▼

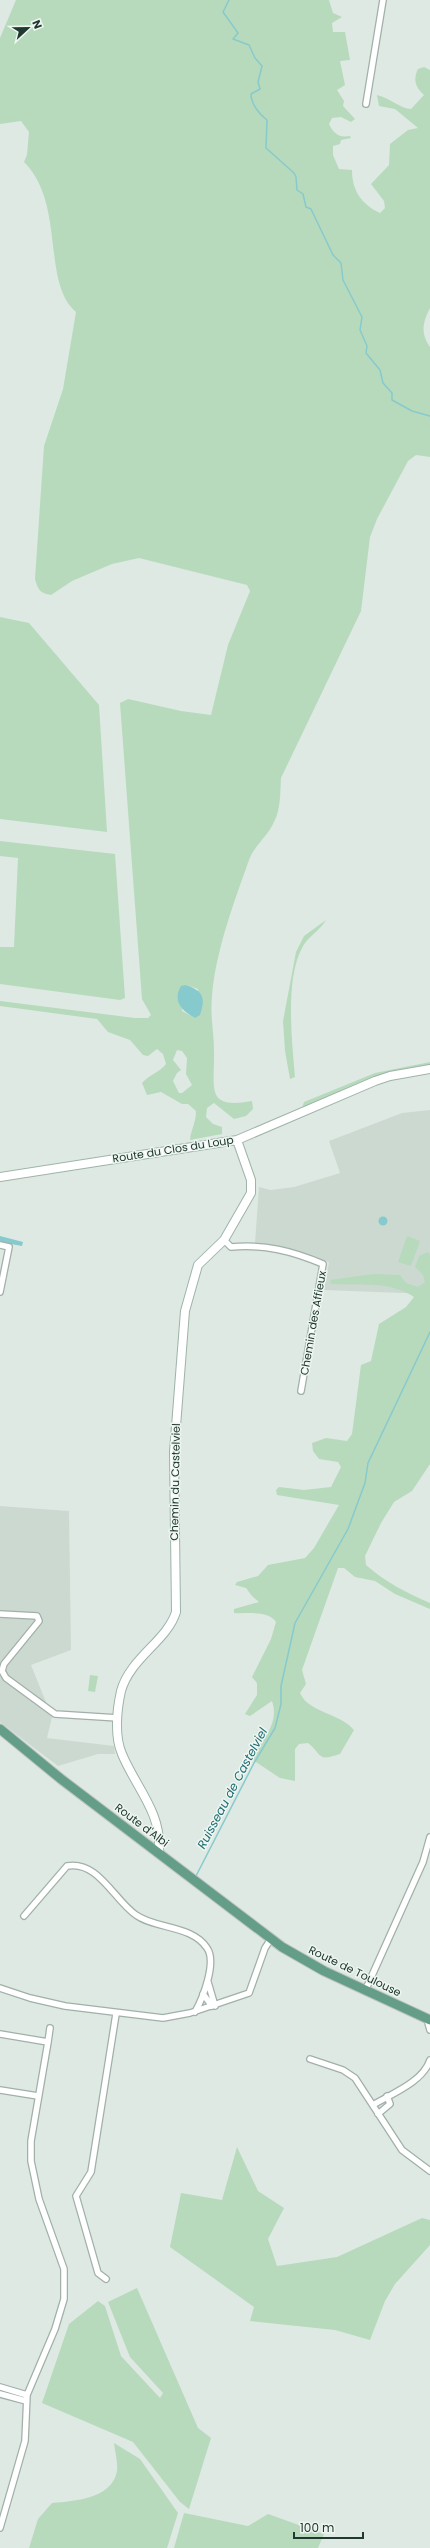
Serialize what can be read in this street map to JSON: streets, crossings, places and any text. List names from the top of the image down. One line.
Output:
{"streets":{"main road":["Route d'Albi","Route de Toulouse"],"street":["Route du Clos du Loup","Chemin des Affieux","Chemin du Castelviel"]},"crossings":[["Route du Clos du Loup","Chemin du Castelviel"],["Chemin des Affieux","Chemin du Castelviel"],["Chemin du Castelviel","Route d'Albi"],["Route d'Albi","Route de Toulouse"]],"water":["Ruisseau de Castelviel"],"scale_bar":"100 m","north":"right"}
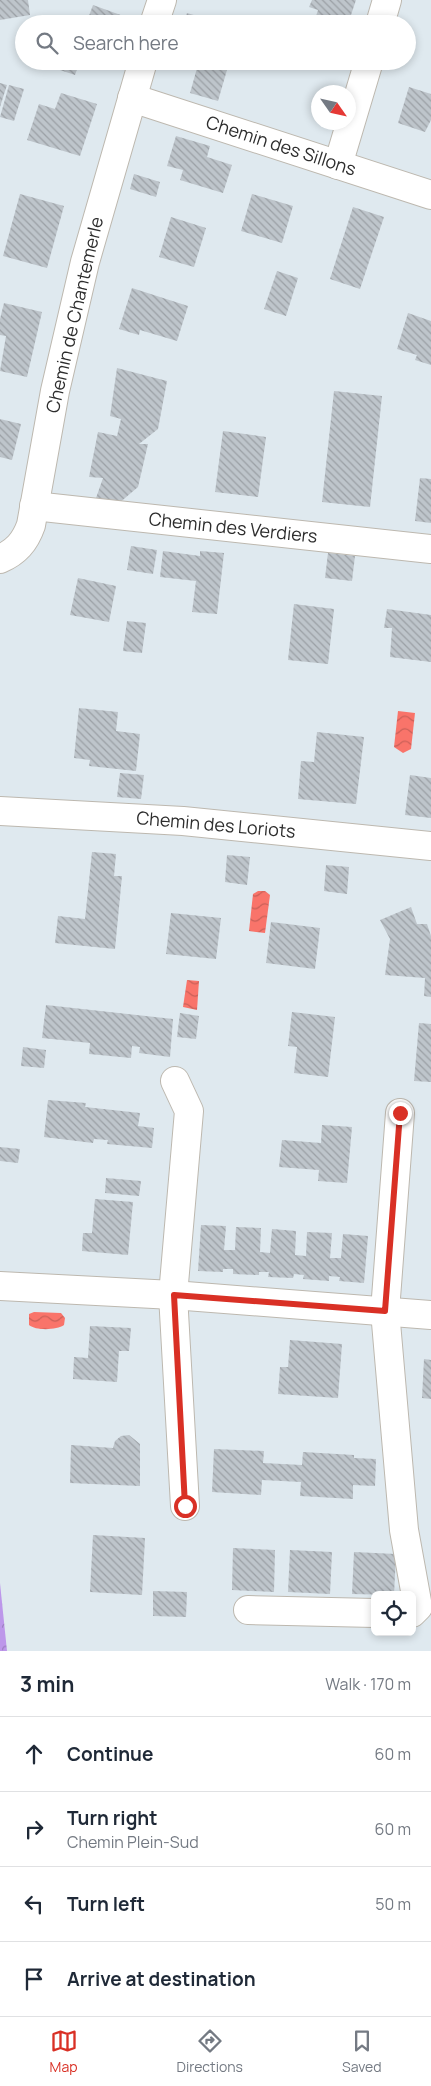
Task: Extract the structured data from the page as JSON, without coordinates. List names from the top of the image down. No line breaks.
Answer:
{"streets":{"street":["Chemin des Sillons","Chemin de Chantemerle","Chemin des Verdiers","Chemin des Loriots"]},"crossings":[["Chemin des Sillons","Chemin de Chantemerle"],["Chemin de Chantemerle","Chemin des Verdiers"]],"north":"bottom right","page":{"search":"Search here","heading":["3 min","Walk · 170 m"],"list":[["Continue","60 m"],["Turn right","Chemin Plein-Sud","60 m"],["Turn left","50 m"],"Arrive at destination"],"nav":["Map","Directions","Saved"]}}
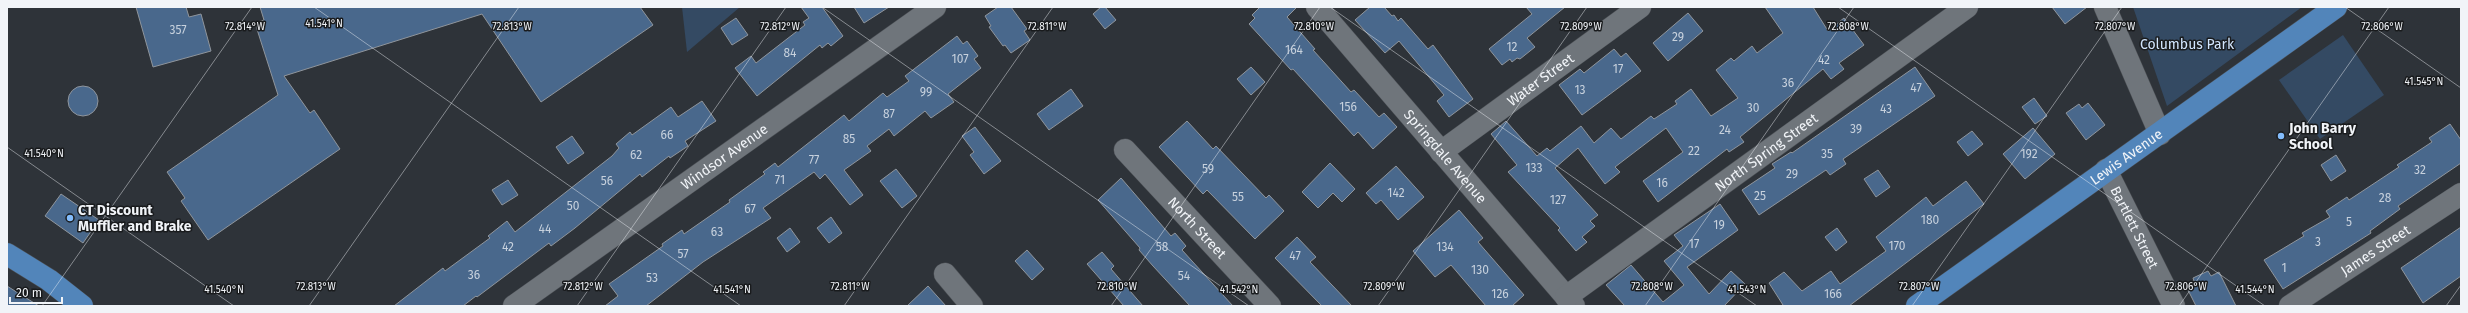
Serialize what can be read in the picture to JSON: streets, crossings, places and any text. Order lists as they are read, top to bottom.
{
  "streets": {
    "main road": ["Lewis Avenue"],
    "street": [
      "Water Street",
      "North Spring Street",
      "Windsor Avenue",
      "Springdale Avenue",
      "Bartlett Street",
      "North Street",
      "James Street"
    ]
  },
  "crossings": [
    ["Water Street", "Springdale Avenue"],
    ["North Spring Street", "Springdale Avenue"],
    ["Lewis Avenue", "Bartlett Street"]
  ],
  "parks": ["Columbus Park"],
  "places": ["John Barry School", "CT Discount Muffler and Brake"],
  "house_numbers": [
    "357",
    "29",
    "12",
    "164",
    "84",
    "107",
    "42",
    "17",
    "36",
    "47",
    "13",
    "99",
    "156",
    "30",
    "43",
    "87",
    "39",
    "24",
    "66",
    "85",
    "22",
    "35",
    "192",
    "62",
    "77",
    "133",
    "59",
    "32",
    "29",
    "71",
    "56",
    "16",
    "142",
    "25",
    "55",
    "28",
    "127",
    "50",
    "67",
    "180",
    "5",
    "19",
    "44",
    "63",
    "3",
    "17",
    "170",
    "42",
    "58",
    "134",
    "57",
    "47",
    "1",
    "130",
    "36",
    "54",
    "53",
    "126",
    "166"
  ],
  "scale_bar": "20 m",
  "coordinates": [
    "41.541°N",
    "72.806°W",
    "72.814°W",
    "72.813°W",
    "72.812°W",
    "72.811°W",
    "72.810°W",
    "72.809°W",
    "72.808°W",
    "72.807°W",
    "41.545°N",
    "41.540°N",
    "41.542°N",
    "41.543°N",
    "41.544°N"
  ]
}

▲

→ **EXERCISE AIM**
Pictures appear in the records above. Output everything except them, exactly.

→ **SOLUTION TO THE PROBLEM**
Serialize what can be read in this street map to JSON: streets, crossings, places and any text. List names from the top of the image down. One line.
Output:
{"streets":{"main road":["Route d'Albi","Route de Toulouse"],"street":["Route du Clos du Loup","Chemin des Affieux","Chemin du Castelviel"]},"crossings":[["Route du Clos du Loup","Chemin du Castelviel"],["Chemin des Affieux","Chemin du Castelviel"],["Chemin du Castelviel","Route d'Albi"],["Route d'Albi","Route de Toulouse"]],"water":["Ruisseau de Castelviel"],"scale_bar":"100 m","north":"right"}
Task: Extract the structured data from the page as JSON, without coordinates. List names from the top of the image down. No line breaks.
Answer:
{"streets":{"street":["Chemin des Sillons","Chemin de Chantemerle","Chemin des Verdiers","Chemin des Loriots"]},"crossings":[["Chemin des Sillons","Chemin de Chantemerle"],["Chemin de Chantemerle","Chemin des Verdiers"]],"north":"bottom right","page":{"search":"Search here","heading":["3 min","Walk · 170 m"],"list":[["Continue","60 m"],["Turn right","Chemin Plein-Sud","60 m"],["Turn left","50 m"],"Arrive at destination"],"nav":["Map","Directions","Saved"]}}
Serialize what can be read in the picture to JSON: streets, crossings, places and any text. Order lists as they are read, top to bottom.
{
  "streets": {
    "main road": ["Lewis Avenue"],
    "street": [
      "Water Street",
      "North Spring Street",
      "Windsor Avenue",
      "Springdale Avenue",
      "Bartlett Street",
      "North Street",
      "James Street"
    ]
  },
  "crossings": [
    ["Water Street", "Springdale Avenue"],
    ["North Spring Street", "Springdale Avenue"],
    ["Lewis Avenue", "Bartlett Street"]
  ],
  "parks": ["Columbus Park"],
  "places": ["John Barry School", "CT Discount Muffler and Brake"],
  "house_numbers": [
    "357",
    "29",
    "12",
    "164",
    "84",
    "107",
    "42",
    "17",
    "36",
    "47",
    "13",
    "99",
    "156",
    "30",
    "43",
    "87",
    "39",
    "24",
    "66",
    "85",
    "22",
    "35",
    "192",
    "62",
    "77",
    "133",
    "59",
    "32",
    "29",
    "71",
    "56",
    "16",
    "142",
    "25",
    "55",
    "28",
    "127",
    "50",
    "67",
    "180",
    "5",
    "19",
    "44",
    "63",
    "3",
    "17",
    "170",
    "42",
    "58",
    "134",
    "57",
    "47",
    "1",
    "130",
    "36",
    "54",
    "53",
    "126",
    "166"
  ],
  "scale_bar": "20 m",
  "coordinates": [
    "41.541°N",
    "72.806°W",
    "72.814°W",
    "72.813°W",
    "72.812°W",
    "72.811°W",
    "72.810°W",
    "72.809°W",
    "72.808°W",
    "72.807°W",
    "41.545°N",
    "41.540°N",
    "41.542°N",
    "41.543°N",
    "41.544°N"
  ]
}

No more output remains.